Kelsi felt a wave of emotion crest in her, and she shook her head.

“Then I really don’t get it,” she said. “Why did you lie to all your friends? I thought you wanted me to be more sexy.”

Tim stared at her.

“You’re sexy the way you are,” he said. “I never said I wanted you to change. I just…”

“Wish I was sexier,” Kelsi finished for him.

Tim looked at her. Kelsi watched his face change from confused, to annoyed, to an emotion she couldn’t quite identify, and then to that grudging good humor she’d hoped he’d eventually display. He squeezed her hand again, and then started shouting.

“I lied!” he yelled, in the voice he used during football games, the voice that could carry across stadiums. “My girlfriend and I have never, ever had sex!”

Kelsi was mortified. And also kind of pleased. She watched as Tim’s brothers and fellow pledges—including the mountainous Kenny—stared. Across the room, Taryn’s mouth dropped open in surprise.

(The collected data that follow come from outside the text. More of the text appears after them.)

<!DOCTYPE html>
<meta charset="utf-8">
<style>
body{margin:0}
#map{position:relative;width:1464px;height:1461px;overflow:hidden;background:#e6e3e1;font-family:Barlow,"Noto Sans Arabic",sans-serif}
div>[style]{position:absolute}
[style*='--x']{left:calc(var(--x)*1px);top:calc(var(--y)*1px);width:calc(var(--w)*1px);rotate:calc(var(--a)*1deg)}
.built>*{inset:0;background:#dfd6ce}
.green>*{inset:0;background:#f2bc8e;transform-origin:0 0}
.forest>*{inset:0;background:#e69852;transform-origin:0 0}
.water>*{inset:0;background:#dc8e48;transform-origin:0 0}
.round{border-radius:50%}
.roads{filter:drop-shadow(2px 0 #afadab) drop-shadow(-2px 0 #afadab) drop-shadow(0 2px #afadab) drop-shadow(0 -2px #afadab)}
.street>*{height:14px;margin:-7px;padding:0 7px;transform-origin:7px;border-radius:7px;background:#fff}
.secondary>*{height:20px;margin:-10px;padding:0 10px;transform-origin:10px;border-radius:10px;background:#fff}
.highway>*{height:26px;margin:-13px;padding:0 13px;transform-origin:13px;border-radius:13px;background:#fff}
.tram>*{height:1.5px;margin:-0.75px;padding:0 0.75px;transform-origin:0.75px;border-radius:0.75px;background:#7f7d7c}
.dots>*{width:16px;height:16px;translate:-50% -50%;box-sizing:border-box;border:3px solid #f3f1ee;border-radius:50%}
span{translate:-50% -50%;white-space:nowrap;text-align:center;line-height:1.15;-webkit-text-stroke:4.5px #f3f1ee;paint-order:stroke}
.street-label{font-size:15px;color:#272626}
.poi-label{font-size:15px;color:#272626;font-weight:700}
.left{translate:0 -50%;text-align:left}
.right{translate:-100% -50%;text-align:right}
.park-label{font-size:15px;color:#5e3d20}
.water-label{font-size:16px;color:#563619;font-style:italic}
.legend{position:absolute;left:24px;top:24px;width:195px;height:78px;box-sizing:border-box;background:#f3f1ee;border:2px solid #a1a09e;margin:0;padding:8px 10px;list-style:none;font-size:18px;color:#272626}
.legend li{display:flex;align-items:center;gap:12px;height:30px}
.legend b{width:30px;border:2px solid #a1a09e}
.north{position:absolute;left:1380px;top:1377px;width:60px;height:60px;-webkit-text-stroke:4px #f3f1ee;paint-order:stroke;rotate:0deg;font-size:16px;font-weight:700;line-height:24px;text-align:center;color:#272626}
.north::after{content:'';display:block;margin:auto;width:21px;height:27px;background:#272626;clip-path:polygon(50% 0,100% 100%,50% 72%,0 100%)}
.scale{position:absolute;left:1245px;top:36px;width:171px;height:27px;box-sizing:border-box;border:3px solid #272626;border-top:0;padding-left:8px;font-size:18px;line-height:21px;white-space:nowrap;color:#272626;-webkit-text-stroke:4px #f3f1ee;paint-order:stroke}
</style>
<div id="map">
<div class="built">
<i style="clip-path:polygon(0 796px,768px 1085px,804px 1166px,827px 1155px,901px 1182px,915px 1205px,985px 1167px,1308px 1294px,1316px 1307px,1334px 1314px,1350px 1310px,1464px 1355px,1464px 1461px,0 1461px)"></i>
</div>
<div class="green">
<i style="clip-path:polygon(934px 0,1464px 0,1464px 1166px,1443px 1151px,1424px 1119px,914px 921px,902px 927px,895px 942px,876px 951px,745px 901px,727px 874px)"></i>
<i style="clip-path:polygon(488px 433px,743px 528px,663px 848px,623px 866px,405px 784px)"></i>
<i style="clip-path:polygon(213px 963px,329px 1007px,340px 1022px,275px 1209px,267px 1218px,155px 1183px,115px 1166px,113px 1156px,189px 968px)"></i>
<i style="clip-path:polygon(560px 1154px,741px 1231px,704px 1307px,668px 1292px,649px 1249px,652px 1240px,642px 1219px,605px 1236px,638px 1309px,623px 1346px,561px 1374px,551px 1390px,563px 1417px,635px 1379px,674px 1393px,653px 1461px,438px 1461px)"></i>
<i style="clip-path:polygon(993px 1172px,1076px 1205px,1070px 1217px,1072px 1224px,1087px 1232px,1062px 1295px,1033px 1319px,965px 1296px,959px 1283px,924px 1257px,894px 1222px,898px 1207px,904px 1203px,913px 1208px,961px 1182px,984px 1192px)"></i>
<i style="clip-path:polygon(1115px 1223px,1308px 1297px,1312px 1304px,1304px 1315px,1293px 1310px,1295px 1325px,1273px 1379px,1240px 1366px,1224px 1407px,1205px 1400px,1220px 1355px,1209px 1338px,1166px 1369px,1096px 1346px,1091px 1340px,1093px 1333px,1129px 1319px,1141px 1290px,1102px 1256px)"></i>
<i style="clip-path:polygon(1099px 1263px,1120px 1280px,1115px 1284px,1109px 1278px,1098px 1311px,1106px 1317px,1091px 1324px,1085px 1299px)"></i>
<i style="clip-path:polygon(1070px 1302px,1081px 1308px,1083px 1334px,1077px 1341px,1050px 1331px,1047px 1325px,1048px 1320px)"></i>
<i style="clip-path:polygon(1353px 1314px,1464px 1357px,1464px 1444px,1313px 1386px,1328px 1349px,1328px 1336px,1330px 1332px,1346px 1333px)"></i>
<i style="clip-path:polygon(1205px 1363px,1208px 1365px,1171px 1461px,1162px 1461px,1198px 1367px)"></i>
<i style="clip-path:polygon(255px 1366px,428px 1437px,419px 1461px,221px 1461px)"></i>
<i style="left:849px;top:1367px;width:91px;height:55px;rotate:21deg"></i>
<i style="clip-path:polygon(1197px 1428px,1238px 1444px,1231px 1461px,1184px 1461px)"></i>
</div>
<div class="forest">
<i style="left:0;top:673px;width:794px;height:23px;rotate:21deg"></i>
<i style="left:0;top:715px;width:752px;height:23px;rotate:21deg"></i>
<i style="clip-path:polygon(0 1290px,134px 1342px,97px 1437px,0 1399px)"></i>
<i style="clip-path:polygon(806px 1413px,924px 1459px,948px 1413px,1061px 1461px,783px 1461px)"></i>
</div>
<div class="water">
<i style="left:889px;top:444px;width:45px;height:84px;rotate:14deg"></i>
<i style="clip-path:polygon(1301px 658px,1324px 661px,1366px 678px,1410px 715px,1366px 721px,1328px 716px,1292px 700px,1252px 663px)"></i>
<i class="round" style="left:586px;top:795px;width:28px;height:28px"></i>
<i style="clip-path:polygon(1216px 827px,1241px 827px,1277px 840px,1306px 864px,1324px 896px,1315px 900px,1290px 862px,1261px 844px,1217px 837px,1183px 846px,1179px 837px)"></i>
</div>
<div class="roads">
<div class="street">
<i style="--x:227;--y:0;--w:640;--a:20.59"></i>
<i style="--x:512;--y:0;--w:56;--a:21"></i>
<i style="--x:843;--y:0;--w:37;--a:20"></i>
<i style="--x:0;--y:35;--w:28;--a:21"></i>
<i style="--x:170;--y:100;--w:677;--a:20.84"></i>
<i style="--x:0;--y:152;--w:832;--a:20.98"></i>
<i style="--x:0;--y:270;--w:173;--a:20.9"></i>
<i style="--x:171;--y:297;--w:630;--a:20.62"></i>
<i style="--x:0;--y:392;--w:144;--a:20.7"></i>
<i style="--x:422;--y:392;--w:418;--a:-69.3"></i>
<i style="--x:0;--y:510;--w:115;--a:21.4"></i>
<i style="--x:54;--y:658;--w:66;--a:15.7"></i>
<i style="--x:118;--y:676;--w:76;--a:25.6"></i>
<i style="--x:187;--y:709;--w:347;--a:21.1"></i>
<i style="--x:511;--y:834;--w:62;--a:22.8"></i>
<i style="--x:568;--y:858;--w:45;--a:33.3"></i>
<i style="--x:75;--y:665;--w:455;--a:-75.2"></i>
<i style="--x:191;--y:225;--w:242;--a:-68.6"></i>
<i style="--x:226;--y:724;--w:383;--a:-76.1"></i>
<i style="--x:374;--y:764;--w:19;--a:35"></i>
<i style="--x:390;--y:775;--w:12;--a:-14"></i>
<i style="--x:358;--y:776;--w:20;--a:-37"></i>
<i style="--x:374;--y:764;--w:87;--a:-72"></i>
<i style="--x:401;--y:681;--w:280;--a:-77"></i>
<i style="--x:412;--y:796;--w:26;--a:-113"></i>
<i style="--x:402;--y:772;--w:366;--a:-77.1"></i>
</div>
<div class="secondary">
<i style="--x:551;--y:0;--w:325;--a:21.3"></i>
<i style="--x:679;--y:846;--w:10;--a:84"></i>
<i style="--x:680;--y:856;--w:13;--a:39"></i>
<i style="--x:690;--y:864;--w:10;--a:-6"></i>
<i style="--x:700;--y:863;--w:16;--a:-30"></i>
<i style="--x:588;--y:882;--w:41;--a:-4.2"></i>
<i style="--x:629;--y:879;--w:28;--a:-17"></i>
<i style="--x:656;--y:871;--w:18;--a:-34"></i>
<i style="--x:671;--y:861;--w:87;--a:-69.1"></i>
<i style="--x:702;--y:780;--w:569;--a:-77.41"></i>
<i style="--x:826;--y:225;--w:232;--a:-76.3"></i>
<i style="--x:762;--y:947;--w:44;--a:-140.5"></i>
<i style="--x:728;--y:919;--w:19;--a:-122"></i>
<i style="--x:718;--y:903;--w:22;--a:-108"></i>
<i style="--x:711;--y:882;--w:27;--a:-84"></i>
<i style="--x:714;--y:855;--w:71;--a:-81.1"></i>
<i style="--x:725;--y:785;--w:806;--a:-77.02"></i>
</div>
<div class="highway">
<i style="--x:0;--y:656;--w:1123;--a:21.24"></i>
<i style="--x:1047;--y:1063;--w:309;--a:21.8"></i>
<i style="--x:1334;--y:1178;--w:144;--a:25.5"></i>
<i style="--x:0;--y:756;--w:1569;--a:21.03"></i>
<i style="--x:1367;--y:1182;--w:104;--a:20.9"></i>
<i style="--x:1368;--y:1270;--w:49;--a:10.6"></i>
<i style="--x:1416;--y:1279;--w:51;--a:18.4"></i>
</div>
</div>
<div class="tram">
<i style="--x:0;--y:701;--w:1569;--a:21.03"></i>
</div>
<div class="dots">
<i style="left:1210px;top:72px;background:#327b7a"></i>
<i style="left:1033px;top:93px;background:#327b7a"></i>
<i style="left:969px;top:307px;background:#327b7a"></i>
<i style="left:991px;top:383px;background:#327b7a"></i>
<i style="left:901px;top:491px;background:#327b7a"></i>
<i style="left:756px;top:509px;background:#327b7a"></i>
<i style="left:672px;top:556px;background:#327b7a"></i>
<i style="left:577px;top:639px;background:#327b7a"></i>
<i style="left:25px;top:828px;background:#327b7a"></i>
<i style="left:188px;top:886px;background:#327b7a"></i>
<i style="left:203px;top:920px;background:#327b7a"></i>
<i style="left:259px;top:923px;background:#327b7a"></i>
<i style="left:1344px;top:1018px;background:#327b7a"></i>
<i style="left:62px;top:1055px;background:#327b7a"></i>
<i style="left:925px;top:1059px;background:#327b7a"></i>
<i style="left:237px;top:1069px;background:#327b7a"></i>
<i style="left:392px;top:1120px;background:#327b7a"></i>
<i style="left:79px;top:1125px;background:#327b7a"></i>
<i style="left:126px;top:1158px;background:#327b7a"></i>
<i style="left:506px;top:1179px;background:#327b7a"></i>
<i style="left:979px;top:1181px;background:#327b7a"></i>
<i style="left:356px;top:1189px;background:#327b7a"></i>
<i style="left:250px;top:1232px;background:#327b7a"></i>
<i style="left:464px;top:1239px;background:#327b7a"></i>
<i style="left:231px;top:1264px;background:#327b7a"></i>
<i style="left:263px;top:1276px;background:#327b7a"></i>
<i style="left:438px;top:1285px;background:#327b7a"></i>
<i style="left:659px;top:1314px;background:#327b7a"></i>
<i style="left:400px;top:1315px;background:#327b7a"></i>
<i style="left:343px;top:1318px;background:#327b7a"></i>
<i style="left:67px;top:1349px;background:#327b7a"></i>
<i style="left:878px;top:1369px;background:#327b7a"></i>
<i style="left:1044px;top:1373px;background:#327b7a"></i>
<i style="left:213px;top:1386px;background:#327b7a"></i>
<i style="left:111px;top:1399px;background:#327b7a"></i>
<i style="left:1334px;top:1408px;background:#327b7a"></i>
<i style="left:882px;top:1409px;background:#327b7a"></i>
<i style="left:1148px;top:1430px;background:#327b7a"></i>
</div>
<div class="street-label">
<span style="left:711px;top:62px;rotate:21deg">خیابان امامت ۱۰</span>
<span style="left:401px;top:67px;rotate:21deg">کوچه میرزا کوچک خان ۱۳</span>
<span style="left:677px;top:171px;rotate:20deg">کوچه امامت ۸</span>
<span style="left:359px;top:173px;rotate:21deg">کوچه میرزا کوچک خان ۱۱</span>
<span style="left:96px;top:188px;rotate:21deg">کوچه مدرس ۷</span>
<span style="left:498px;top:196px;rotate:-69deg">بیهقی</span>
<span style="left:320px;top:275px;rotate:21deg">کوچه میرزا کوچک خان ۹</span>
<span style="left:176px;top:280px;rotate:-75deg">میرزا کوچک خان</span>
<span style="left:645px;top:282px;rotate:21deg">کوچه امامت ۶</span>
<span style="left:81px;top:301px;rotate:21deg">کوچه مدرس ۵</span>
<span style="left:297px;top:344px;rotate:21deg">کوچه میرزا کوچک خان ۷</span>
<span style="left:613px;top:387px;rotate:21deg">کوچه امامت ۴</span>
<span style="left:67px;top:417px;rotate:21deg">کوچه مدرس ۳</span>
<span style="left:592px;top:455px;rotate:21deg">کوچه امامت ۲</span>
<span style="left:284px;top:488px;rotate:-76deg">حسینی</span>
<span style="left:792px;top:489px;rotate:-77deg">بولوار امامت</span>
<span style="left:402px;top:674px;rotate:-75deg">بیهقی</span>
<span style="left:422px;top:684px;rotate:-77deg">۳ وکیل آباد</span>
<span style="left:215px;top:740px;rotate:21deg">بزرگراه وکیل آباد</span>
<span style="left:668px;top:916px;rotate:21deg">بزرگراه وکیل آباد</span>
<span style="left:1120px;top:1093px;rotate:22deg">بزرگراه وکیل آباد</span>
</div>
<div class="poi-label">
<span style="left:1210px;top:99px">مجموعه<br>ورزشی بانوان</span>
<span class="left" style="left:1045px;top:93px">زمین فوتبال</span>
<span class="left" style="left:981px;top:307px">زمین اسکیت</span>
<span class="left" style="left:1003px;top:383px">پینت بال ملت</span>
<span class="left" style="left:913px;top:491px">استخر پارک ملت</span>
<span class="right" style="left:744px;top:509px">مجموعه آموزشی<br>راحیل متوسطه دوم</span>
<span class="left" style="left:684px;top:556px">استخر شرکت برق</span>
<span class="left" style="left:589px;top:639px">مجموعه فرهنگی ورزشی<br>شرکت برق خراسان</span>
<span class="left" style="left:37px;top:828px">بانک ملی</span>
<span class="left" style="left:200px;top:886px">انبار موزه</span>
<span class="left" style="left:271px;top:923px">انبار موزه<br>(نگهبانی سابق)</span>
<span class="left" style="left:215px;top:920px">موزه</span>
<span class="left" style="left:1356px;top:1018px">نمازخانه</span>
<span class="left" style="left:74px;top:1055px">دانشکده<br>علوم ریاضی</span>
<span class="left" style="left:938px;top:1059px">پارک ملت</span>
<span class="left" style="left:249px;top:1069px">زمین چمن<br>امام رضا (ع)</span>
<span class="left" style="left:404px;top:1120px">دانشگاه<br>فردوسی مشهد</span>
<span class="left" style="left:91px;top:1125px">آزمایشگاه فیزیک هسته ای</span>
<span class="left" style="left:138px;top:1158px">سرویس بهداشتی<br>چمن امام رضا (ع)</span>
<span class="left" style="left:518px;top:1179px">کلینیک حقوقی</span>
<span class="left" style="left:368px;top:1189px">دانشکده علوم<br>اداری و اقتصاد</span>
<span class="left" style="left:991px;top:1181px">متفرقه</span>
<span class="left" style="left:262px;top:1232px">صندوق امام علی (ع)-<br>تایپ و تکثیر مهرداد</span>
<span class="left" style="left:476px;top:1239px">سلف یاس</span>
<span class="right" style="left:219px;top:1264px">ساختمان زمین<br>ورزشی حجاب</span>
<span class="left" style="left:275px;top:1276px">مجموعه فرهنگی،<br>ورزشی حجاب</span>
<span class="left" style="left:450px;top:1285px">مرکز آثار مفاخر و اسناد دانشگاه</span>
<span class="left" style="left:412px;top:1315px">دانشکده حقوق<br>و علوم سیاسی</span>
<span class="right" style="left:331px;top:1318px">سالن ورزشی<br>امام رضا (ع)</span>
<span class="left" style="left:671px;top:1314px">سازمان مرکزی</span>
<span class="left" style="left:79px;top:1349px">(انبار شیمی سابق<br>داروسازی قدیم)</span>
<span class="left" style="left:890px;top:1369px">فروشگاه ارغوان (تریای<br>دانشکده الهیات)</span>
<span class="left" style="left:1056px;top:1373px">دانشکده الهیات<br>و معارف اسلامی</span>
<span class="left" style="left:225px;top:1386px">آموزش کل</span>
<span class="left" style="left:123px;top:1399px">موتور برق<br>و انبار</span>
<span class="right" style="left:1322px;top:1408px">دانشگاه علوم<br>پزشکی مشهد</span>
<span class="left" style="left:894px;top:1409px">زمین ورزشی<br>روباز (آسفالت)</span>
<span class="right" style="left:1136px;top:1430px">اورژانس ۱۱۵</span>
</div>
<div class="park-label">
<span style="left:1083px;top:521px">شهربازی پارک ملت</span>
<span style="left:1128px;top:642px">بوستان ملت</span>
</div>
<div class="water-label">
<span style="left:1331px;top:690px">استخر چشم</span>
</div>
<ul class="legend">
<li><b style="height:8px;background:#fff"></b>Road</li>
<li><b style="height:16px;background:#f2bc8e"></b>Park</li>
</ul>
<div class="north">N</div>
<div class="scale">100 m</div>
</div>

“See?” Tim asked, looking down at Kelsi. “Are you satisfied? I hope so, because while it might look like they’re ignoring that statement, they’re going to give me shit about it for weeks. Trust me.”

“Thanks,” Kelsi said.

He studied her face, touching her cheek with his fingers. “I don’t want you to do anything you don’t want to, Kelsi.”

“Okay,” Kelsi whispered.

“But you need to understand that it’s really hard for me,” he continued. “You’re gorgeous and smart and sexy. Of course I want to have sex with you. I work really hard to respect your boundaries, and I’m not sure you get how tough that is.”

“I understand,” Kelsi promised him.

But later that night, when Taryn had gone home with one of the football players, and Kelsi shared Tim’s bed with him, she found she couldn’t sleep.

Tim snored lightly on his side, and Kelsi lay there in a
tank top and a pair of his boxers, staring up at the lights from outside as they played on his ceiling and across his face.

She studied him.

He looked cute lying there, and okay, a little bit drunk. Less Heath Ledger-ish when in a drunken stupor, and more like…Heath’s oafish brother.

She thought she should feel better than she did. She thought she should feel victorious. Satisfied. Happy.

And it wasn’t that she
didn’t
feel those things, necessarily.

It was just that she didn’t feel them
enough.

The rest of the night had been fun. Tim took the predicted ribbing of his friends well, which was one of the reasons Kelsi loved him. He was always able to see the joke, even if it was on him.

But as she lay there, she kept going over their conversation. He’d said that he respected her, but she wasn’t sure that was true. Because if he respected her, surely she shouldn’t have to be the guardian of her virginity, right? Surely it would be just as important to him. Or was that just a pipe dream?

Was this just the way guys were? Or was it just that Tim was more the traditional jock guy that Kelsi had thought him originally?

He’d seemed so different in Maine, when it had been just the two of them on their excursions. He’d been so smart and sweet, all wrapped up in one package. But now their
world wasn’t secret Maine islands any longer. It was frat houses and pledge commitments, and Kelsi wasn’t sure where she fit in all of it. Where
they
fit in.

She didn’t like to even think it, but the thought caught hold and bloomed inside her head:
What if Tim and I aren’t meant for each other after all?